Effects of edge magnetism and external electric field on energy gaps in multilayer graphene nanoribbons

TL;DR

This study uses first-principles calculations to explore how edge magnetism and external electric fields influence the energy gaps in multilayer graphene nanoribbons with different edge types, alignments, and stacking sequences.

Contribution

It provides new insights into how electric fields and edge configurations affect the electronic properties of multilayer graphene nanoribbons, including gap modulation and magnetic behavior.

Findings

Energy gaps decrease with increasing ribbon width.

Edge alignments and stacking sequences significantly influence band structures.
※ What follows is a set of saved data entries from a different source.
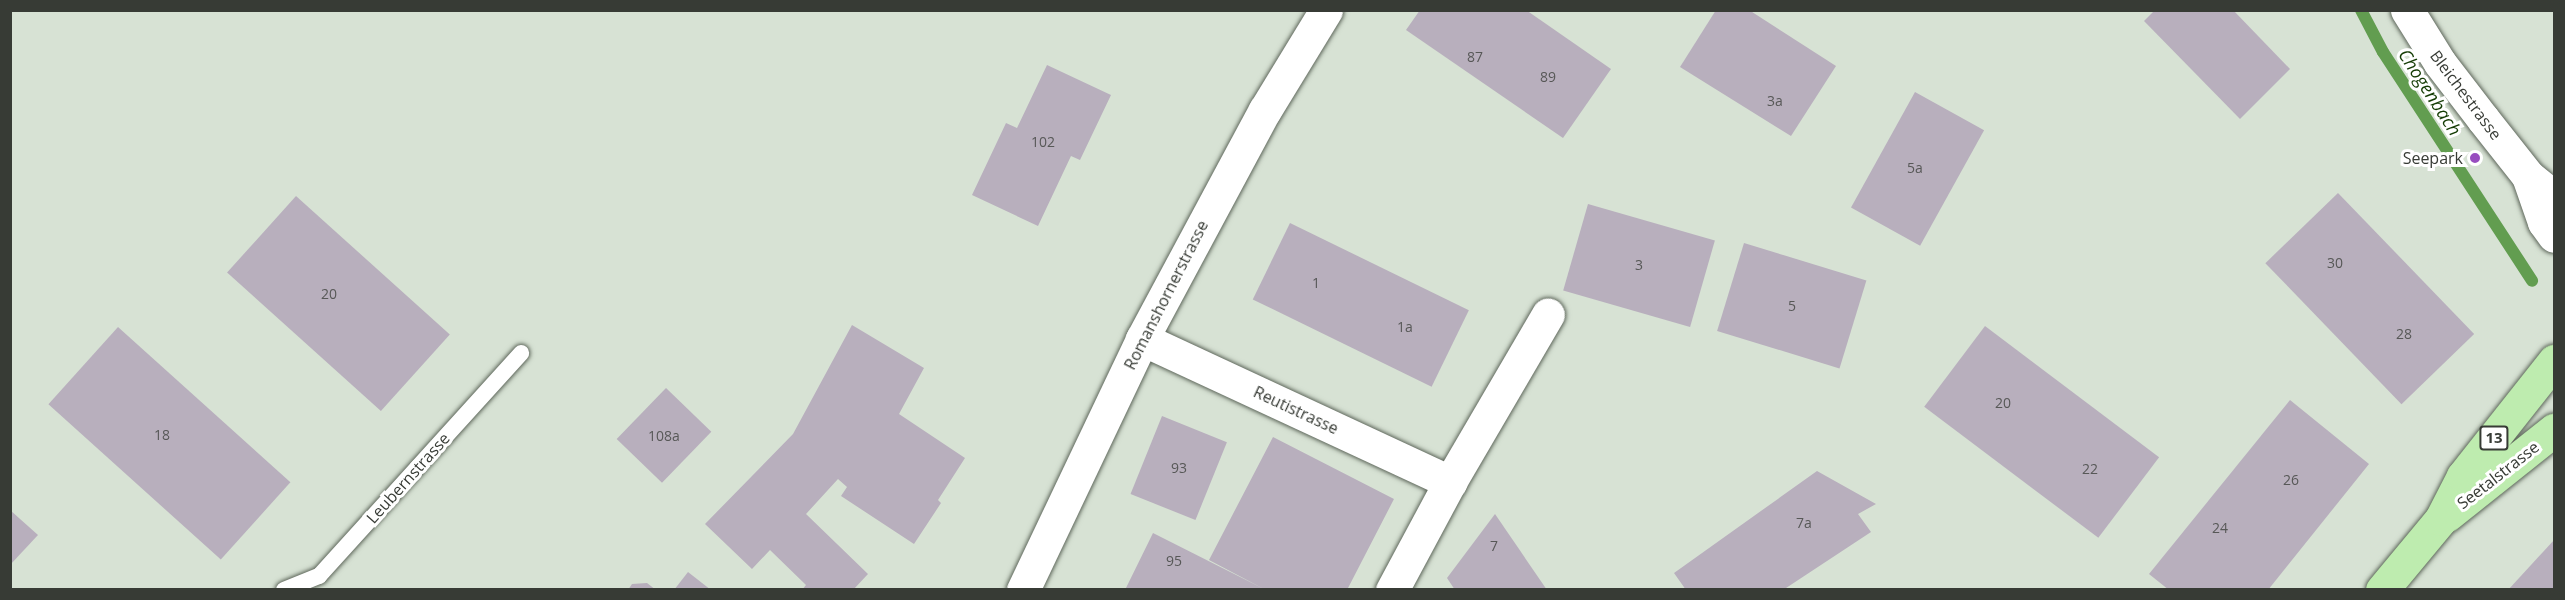 <!DOCTYPE html>
<style>
body{margin:0}
#map{position:relative;width:2565px;height:600px;overflow:hidden;background:#d7e2d4;font-family:"Open Sans",sans-serif}
div>[style]{position:absolute}
[style*='--x']{left:calc(var(--x)*1px);top:calc(var(--y)*1px);width:calc(var(--w)*1px);rotate:calc(var(--a)*1deg)}
.stream>*{height:12px;margin:-6px;padding:0 6px;transform-origin:6px;border-radius:6px;background:#629d50}
.building>*{inset:0;background:#b8afbd;transform-origin:0 0}
.roads{filter:drop-shadow(0 0 2px #5e675b) drop-shadow(0 0 2px #5e675b)}
.service>*{height:16px;margin:-8px;padding:0 8px;transform-origin:8px;border-radius:8px;background:#fff}
.minor>*{height:33px;margin:-16.5px;padding:0 16.5px;transform-origin:16.5px;border-radius:16.5px;background:#fff}
.tertiary>*{height:33px;margin:-16.5px;padding:0 16.5px;transform-origin:16.5px;border-radius:16.5px;background:#fff}
.primary>*{height:33px;margin:-16.5px;padding:0 16.5px;transform-origin:16.5px;border-radius:16.5px;background:#beecaf}
.dots>*{width:16px;height:16px;translate:-50% -50%;box-sizing:border-box;border:3px solid #fff;border-radius:50%}
span{translate:-50% -50%;white-space:nowrap;text-align:center;line-height:1.15;-webkit-text-stroke:6px #fff;paint-order:stroke}
.number-label{font-size:14px;color:#575857}
.number-label span{-webkit-text-stroke-width:0}
.shield-label span{padding:2px 4px;background:#fff;border:2px solid;border-radius:4px;-webkit-text-stroke-width:0}
.shield-label{font-size:15px;color:#373b35;font-weight:700}
.street-label{font-size:16px;color:#373b35}
.poi-label{font-size:16px;color:#373b35}
.right{translate:-100% -50%;text-align:right}
.water-label{font-size:18px;color:#143c04;font-style:italic}
.frame{position:absolute;inset:0;border:12px solid #373b35;pointer-events:none}
</style>
<div id="map">
<div class="stream">
<div style="--x:2361;--y:10;--w:47;--a:62.4"></div>
<div style="--x:2383;--y:52;--w:273;--a:56.9"></div>
</div>
<div class="building">
<div style="clip-path:polygon(1420px 10px,1526px 10px,1611px 69px,1563px 138px,1406px 30px)"></div>
<div style="clip-path:polygon(1716px 10px,1749px 10px,1836px 66px,1791px 136px,1680px 67px)"></div>
<div style="clip-path:polygon(2155px 10px,2233px 10px,2290px 69px,2240px 119px,2144px 21px)"></div>
<div style="clip-path:polygon(1047px 65px,1111px 95px,1080px 160px,1071px 156px,1038px 226px,972px 195px,1006px 123px,1017px 128px)"></div>
<div style="left:1915px;top:92px;width:79px;height:132px;rotate:29deg"></div>
<div style="left:2338px;top:193px;width:196px;height:101px;rotate:46deg"></div>
<div style="left:296px;top:196px;width:207px;height:103px;rotate:42deg"></div>
<div style="left:1588px;top:204px;width:132px;height:90px;rotate:16deg"></div>
<div style="left:1290px;top:223px;width:199px;height:85px;rotate:26deg"></div>
<div style="left:1744px;top:243px;width:128px;height:92px;rotate:17deg"></div>
<div style="clip-path:polygon(852px 325px,924px 368px,899px 414px,965px 458px,938px 500px,941px 503px,914px 544px,841px 496px,847px 487px,838px 479px,806px 514px,868px 574px,853px 590px,802px 590px,806px 585px,770px 550px,752px 569px,705px 524px,793px 434px)"></div>
<div style="left:1985px;top:326px;width:218px;height:101px;rotate:37deg"></div>
<div style="left:118px;top:327px;width:232px;height:104px;rotate:42deg"></div>
<div style="left:666px;top:388px;width:63px;height:71px;rotate:44deg"></div>
<div style="clip-path:polygon(2290px 400px,2369px 464px,2268px 590px,2169px 590px,2149px 574px)"></div>
<div style="left:1162px;top:416px;width:70px;height:84px;rotate:22deg"></div>
<div style="clip-path:polygon(1273px 437px,1394px 499px,1347px 590px,1125px 590px,1153px 533px,1264px 589px,1209px 560px)"></div>
<div style="clip-path:polygon(1817px 471px,1876px 504px,1858px 514px,1871px 532px,1783px 590px,1686px 590px,1674px 573px)"></div>
<div style="clip-path:polygon(10px 510px,38px 535px,10px 565px)"></div>
<div style="clip-path:polygon(1495px 514px,1547px 590px,1455px 590px,1447px 578px)"></div>
<div style="clip-path:polygon(2554px 540px,2554px 590px,2508px 590px)"></div>
<div style="clip-path:polygon(688px 572px,711px 590px,674px 590px)"></div>
<div style="clip-path:polygon(647px 583px,656px 590px,628px 590px,632px 584px)"></div>
</div>
<div class="roads">
<div class="service">
<div style="--x:284;--y:590;--w:38;--a:-22"></div>
<div style="--x:319;--y:576;--w:301;--a:-47.8"></div>
</div>
<div class="minor">
<div style="--x:2407;--y:10;--w:62;--a:58.1"></div>
<div style="--x:2440;--y:63;--w:71;--a:52.5"></div>
<div style="--x:2483;--y:119;--w:73;--a:51.7"></div>
<div style="--x:2528;--y:176;--w:33;--a:39"></div>
<div style="--x:2528;--y:176;--w:49;--a:70.8"></div>
<div style="--x:2544;--y:222;--w:17;--a:54"></div>
<div style="--x:1142;--y:339;--w:340;--a:24.9"></div>
<div style="--x:1450;--y:482;--w:123;--a:118.2"></div>
<div style="--x:1450;--y:482;--w:194;--a:-59.7"></div>
</div>
<div class="tertiary">
<div style="--x:1023;--y:590;--w:278;--a:-64.6"></div>
<div style="--x:1142;--y:339;--w:260;--a:-61.8"></div>
<div style="--x:1265;--y:110;--w:117;--a:-58.6"></div>
</div>
<div class="primary">
<div style="--x:2447;--y:515;--w:137;--a:-38.5"></div>
<div style="--x:2382;--y:590;--w:92;--a:-50.3"></div>
<div style="--x:2441;--y:519;--w:48;--a:-62.9"></div>
<div style="--x:2463;--y:476;--w:147;--a:-51.6"></div>
</div>
</div>
<div class="dots">
<div style="left:2475px;top:158px;background:#984dbf"></div>
</div>
<div class="number-label">
<span style="left:1475px;top:57px">87</span>
<span style="left:1548px;top:77px">89</span>
<span style="left:1775px;top:101px">3a</span>
<span style="left:1043px;top:142px">102</span>
<span style="left:1915px;top:168px">5a</span>
<span style="left:2335px;top:263px">30</span>
<span style="left:1639px;top:265px">3</span>
<span style="left:1316px;top:283px">1</span>
<span style="left:329px;top:294px">20</span>
<span style="left:1792px;top:306px">5</span>
<span style="left:1405px;top:327px">1a</span>
<span style="left:2404px;top:334px">28</span>
<span style="left:2003px;top:403px">20</span>
<span style="left:162px;top:435px">18</span>
<span style="left:664px;top:436px">108a</span>
<span style="left:1179px;top:468px">93</span>
<span style="left:2090px;top:469px">22</span>
<span style="left:2291px;top:480px">26</span>
<span style="left:1804px;top:523px">7a</span>
<span style="left:2220px;top:528px">24</span>
<span style="left:1494px;top:546px">7</span>
<span style="left:1174px;top:561px">95</span>
</div>
<div class="shield-label">
<span style="left:2494px;top:438px">13</span>
</div>
<div class="street-label">
<span style="left:2466px;top:95px;rotate:53deg">Bleichestrasse</span>
<span style="left:1166px;top:295px;rotate:-63deg">Romanshornerstrasse</span>
<span style="left:1296px;top:410px;rotate:25deg">Reutistrasse</span>
<span style="left:2498px;top:475px;rotate:-38deg">Seetalstrasse</span>
<span style="left:408px;top:478px;rotate:-48deg">Leubernstrasse</span>
</div>
<div class="poi-label">
<span class="right" style="left:2463px;top:158px">Seepark</span>
</div>
<div class="water-label">
<span style="left:2430px;top:92px;rotate:57deg">Chogenbach</span>
</div>
<div class="frame"></div>
</div>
External electric fields can induce or modulate energy gaps in specific stacking configurations.

Abstract

Using first-principles density-functional theory, we study the electronic structure of multilayer graphene nanoribbons as a function of the ribbon width and the external electric field, applied perpendicular to the ribbon layers. We consider two types of edges (armchair and zigzag), each with two edge alignments (referred to as alpha- and beta-alignments). We show that, as in monolayer and bilayer armchair nanoribbons, multilayer armchair nanoribbons exhibit three classes of energy gaps which decrease with increasing width. Nonmagnetic multilayer zigzag nanoribbons have band structures that are sensitive to the edge alignments and the number of layers, indicating different magnetic properties and resulting energy gaps. We find that energy gaps can be induced in ABC-stacked ribbons with a perpendicular external electric field while in other stacking sequences, the gaps decrease or remain closed as the external electric field increases.